■ DESCRIPTION OF THE TASK ■
For this exercise, retype all the data exactly and exclude every image.

■ STORED DATA ■
┏━━

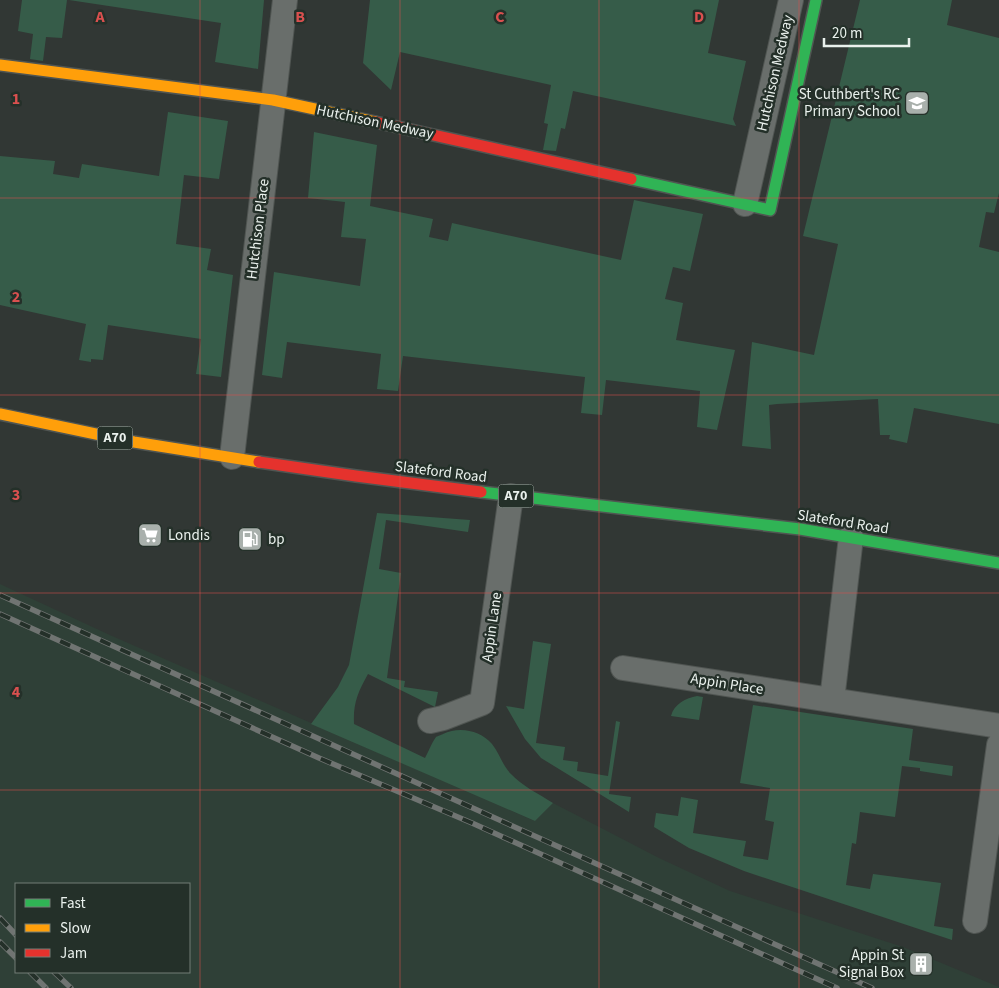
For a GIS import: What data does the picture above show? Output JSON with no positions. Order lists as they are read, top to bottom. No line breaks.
{"streets":{"main road":["Hutchison Medway","A70","Slateford Road"],"street":["Hutchison Place","Appin Lane","Appin Place"]},"crossings":[["Hutchison Medway","Hutchison Place"],["Hutchison Place","Slateford Road"],["Slateford Road","Appin Lane"]],"places":{"school or university":["St Cuthbert's RC Primary School"],"supermarket":["Londis"],"fuel station":["bp"],"building":["Appin St Signal Box"]},"legend":["Fast","Slow","Jam"],"scale_bar":"20 m","grid":{"columns":["A","B","C","D"],"rows":["1","2","3","4"]}}
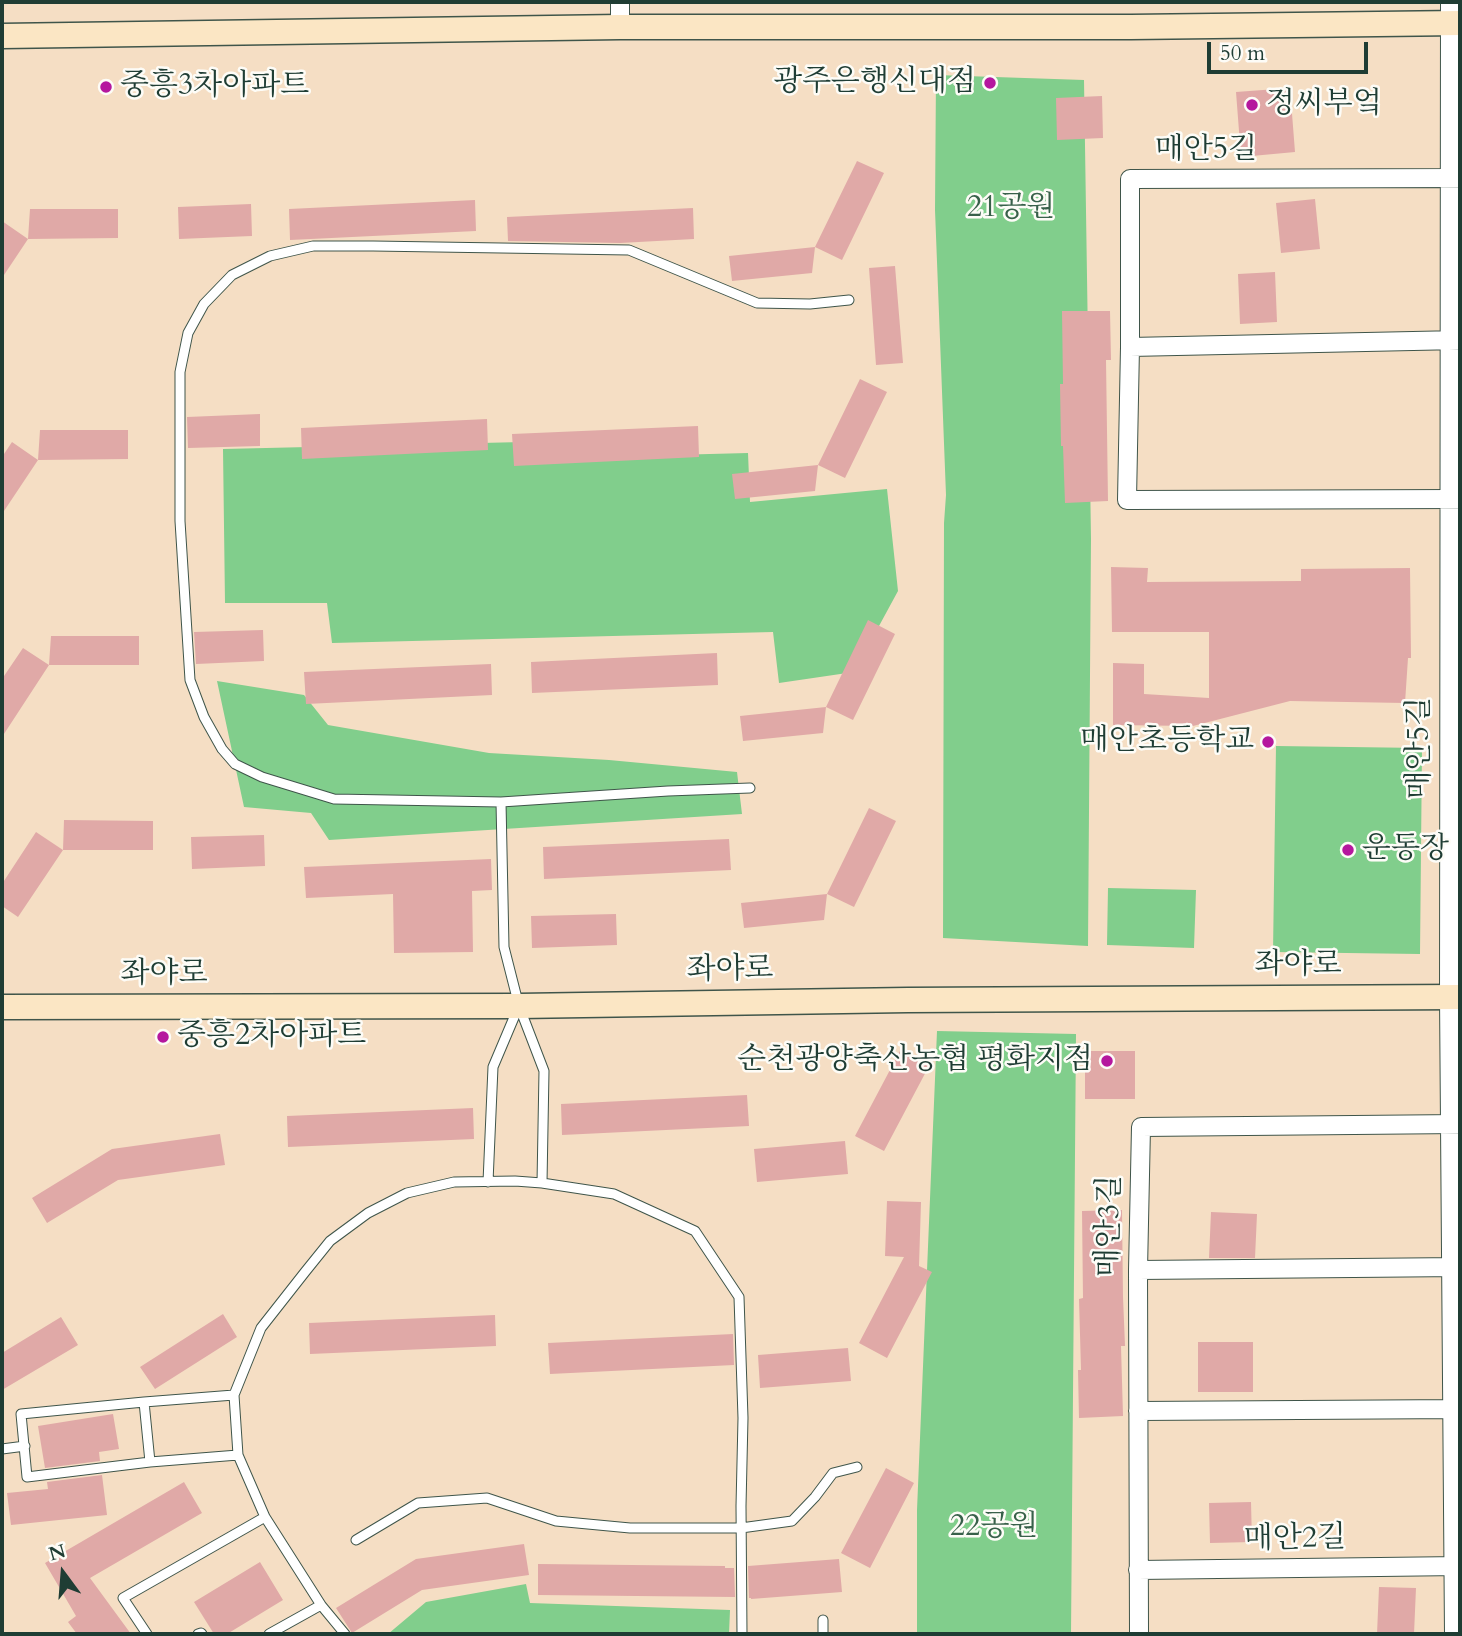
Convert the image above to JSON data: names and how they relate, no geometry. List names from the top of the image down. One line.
{"streets":{"street":["매안5길","좌야로","매안3길","매안2길"]},"crossings":[["매안5길","좌야로"],["매안3길","매안2길"]],"parks":["21공원","22공원"],"places":["광주은행신대점","중흥3차아파트","정씨부엌","매안초등학교","운동장","중흥2차아파트","순천광양축산농협 평화지점"],"scale_bar":"50 m","north":"top"}
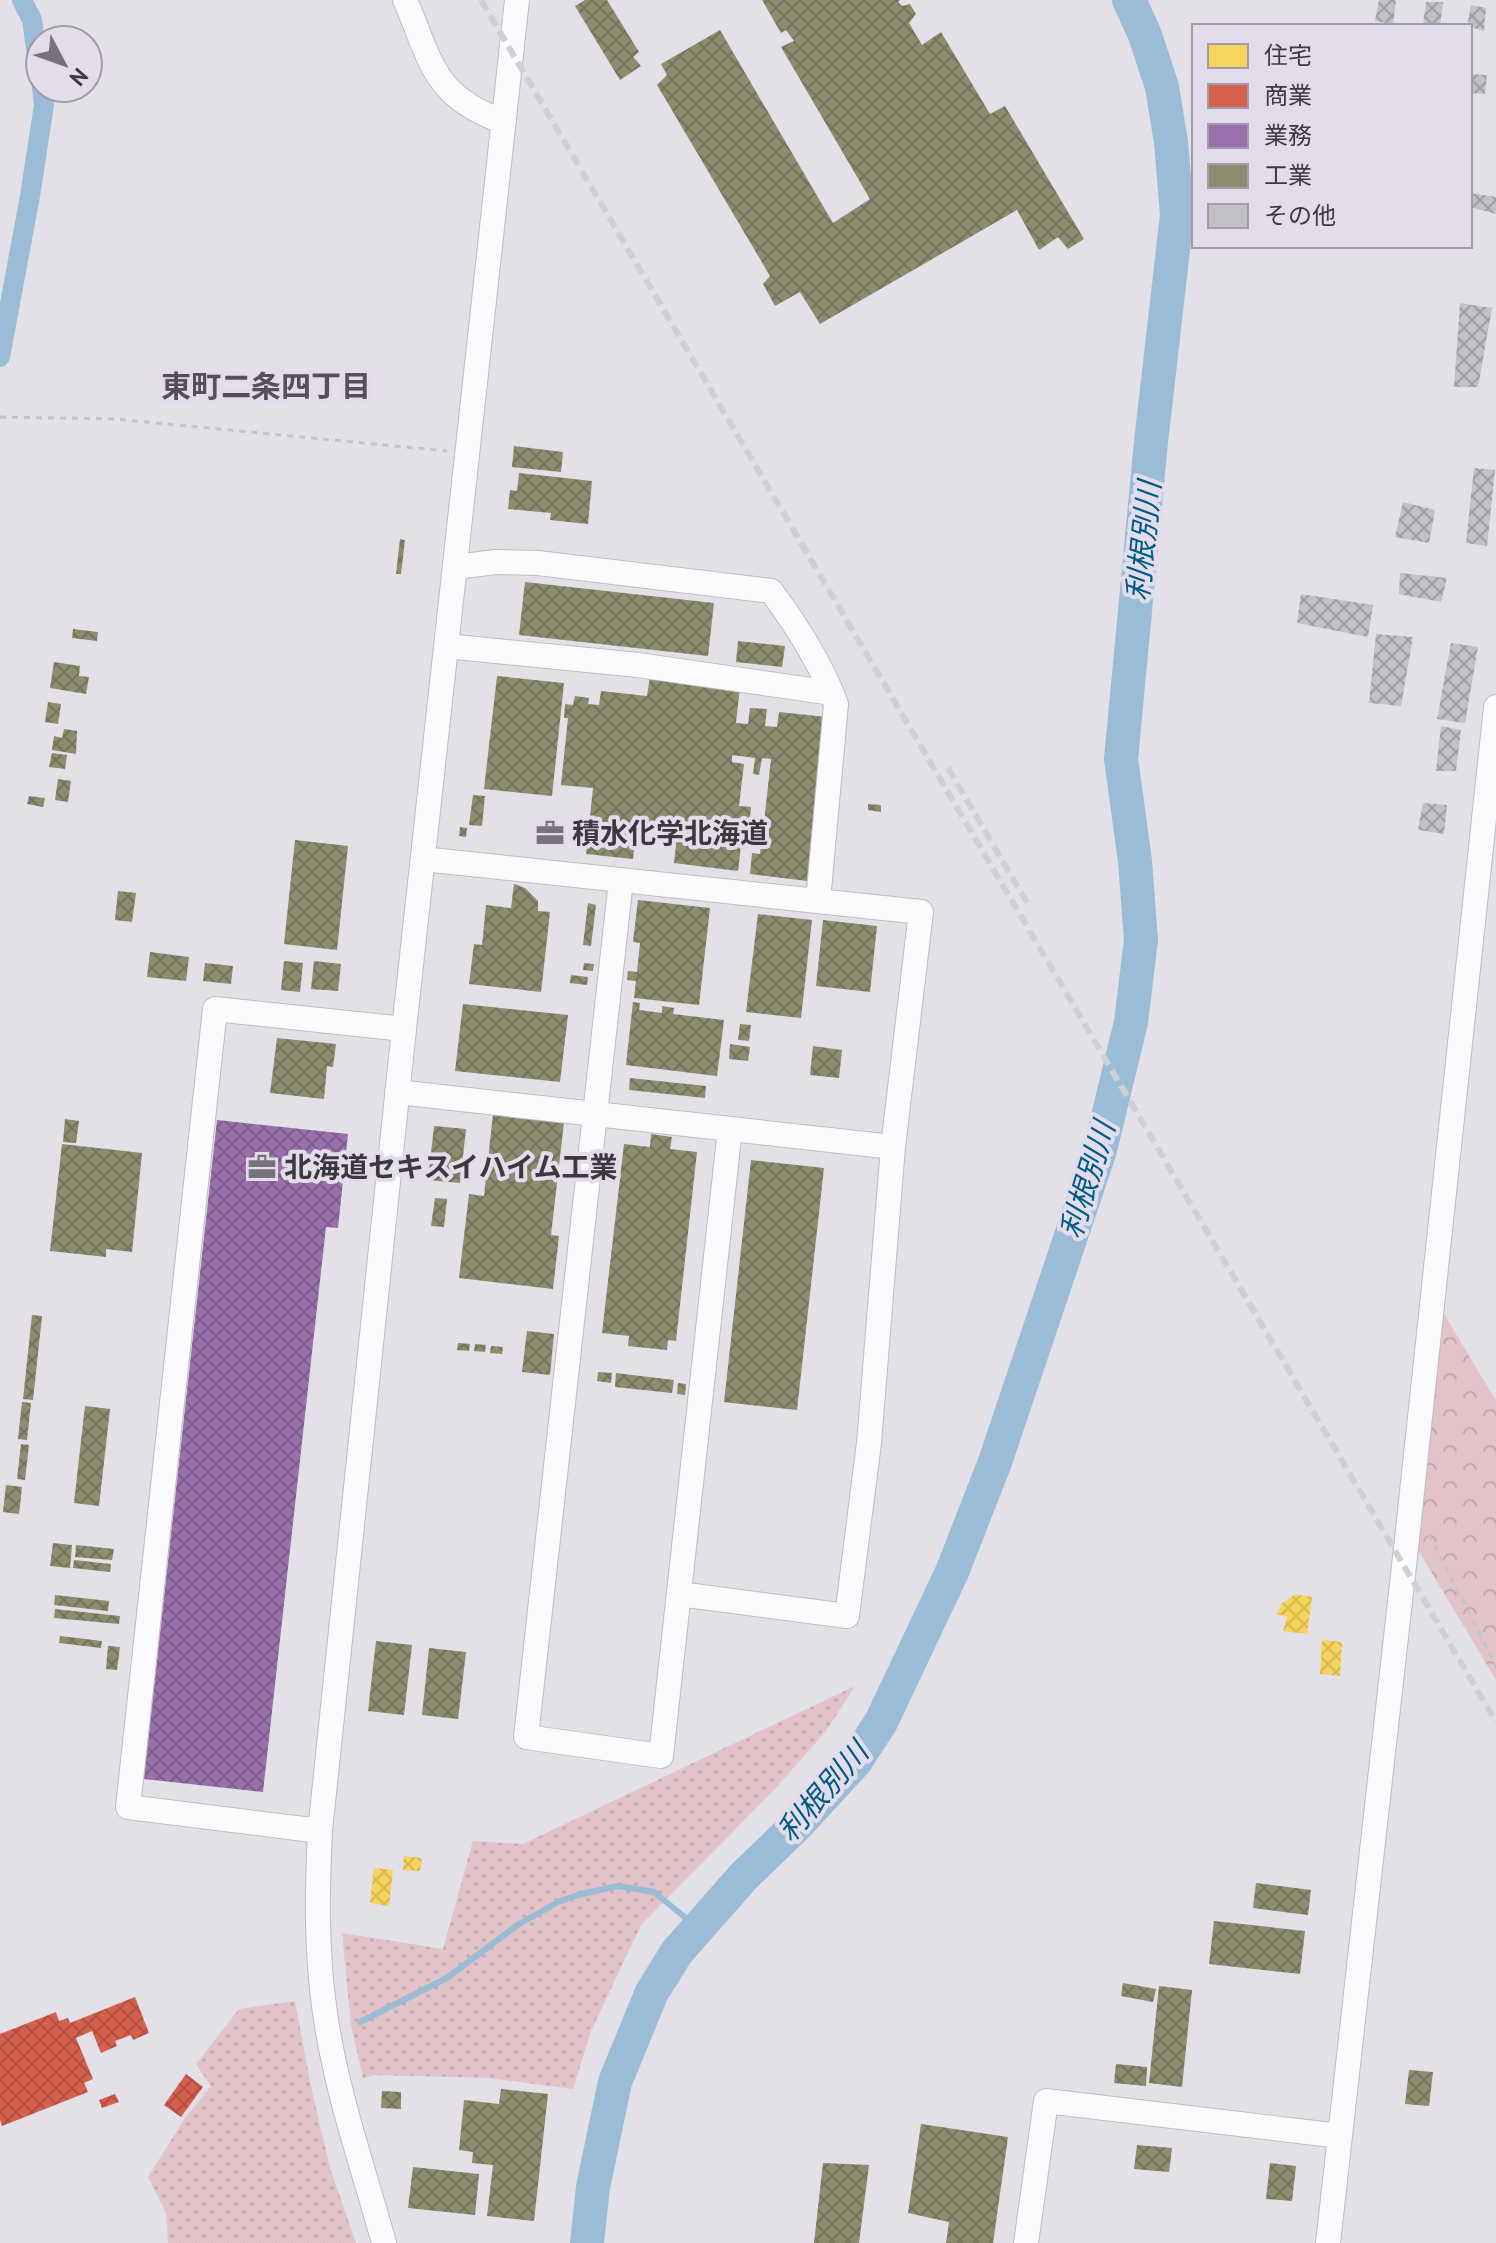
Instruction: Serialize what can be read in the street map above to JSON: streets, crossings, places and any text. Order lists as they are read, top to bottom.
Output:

┗━━

■ TASK ANSWER ■
For a GIS import: What data does the picture above show? Output JSON with no positions. Order lists as they are read, top to bottom. No line breaks.
{"streets":{"main road":["Hutchison Medway","A70","Slateford Road"],"street":["Hutchison Place","Appin Lane","Appin Place"]},"crossings":[["Hutchison Medway","Hutchison Place"],["Hutchison Place","Slateford Road"],["Slateford Road","Appin Lane"]],"places":{"school or university":["St Cuthbert's RC Primary School"],"supermarket":["Londis"],"fuel station":["bp"],"building":["Appin St Signal Box"]},"legend":["Fast","Slow","Jam"],"scale_bar":"20 m","grid":{"columns":["A","B","C","D"],"rows":["1","2","3","4"]}}
Convert the image above to JSON data: names and how they relate, no geometry. List names from the top of the image down. One line.
{"streets":{"street":["매안5길","좌야로","매안3길","매안2길"]},"crossings":[["매안5길","좌야로"],["매안3길","매안2길"]],"parks":["21공원","22공원"],"places":["광주은행신대점","중흥3차아파트","정씨부엌","매안초등학교","운동장","중흥2차아파트","순천광양축산농협 평화지점"],"scale_bar":"50 m","north":"top"}
Instruction: Serialize what can be read in the street map above to JSON: streets, crossings, places and any text. Order lists as they are read, top to bottom.
Output:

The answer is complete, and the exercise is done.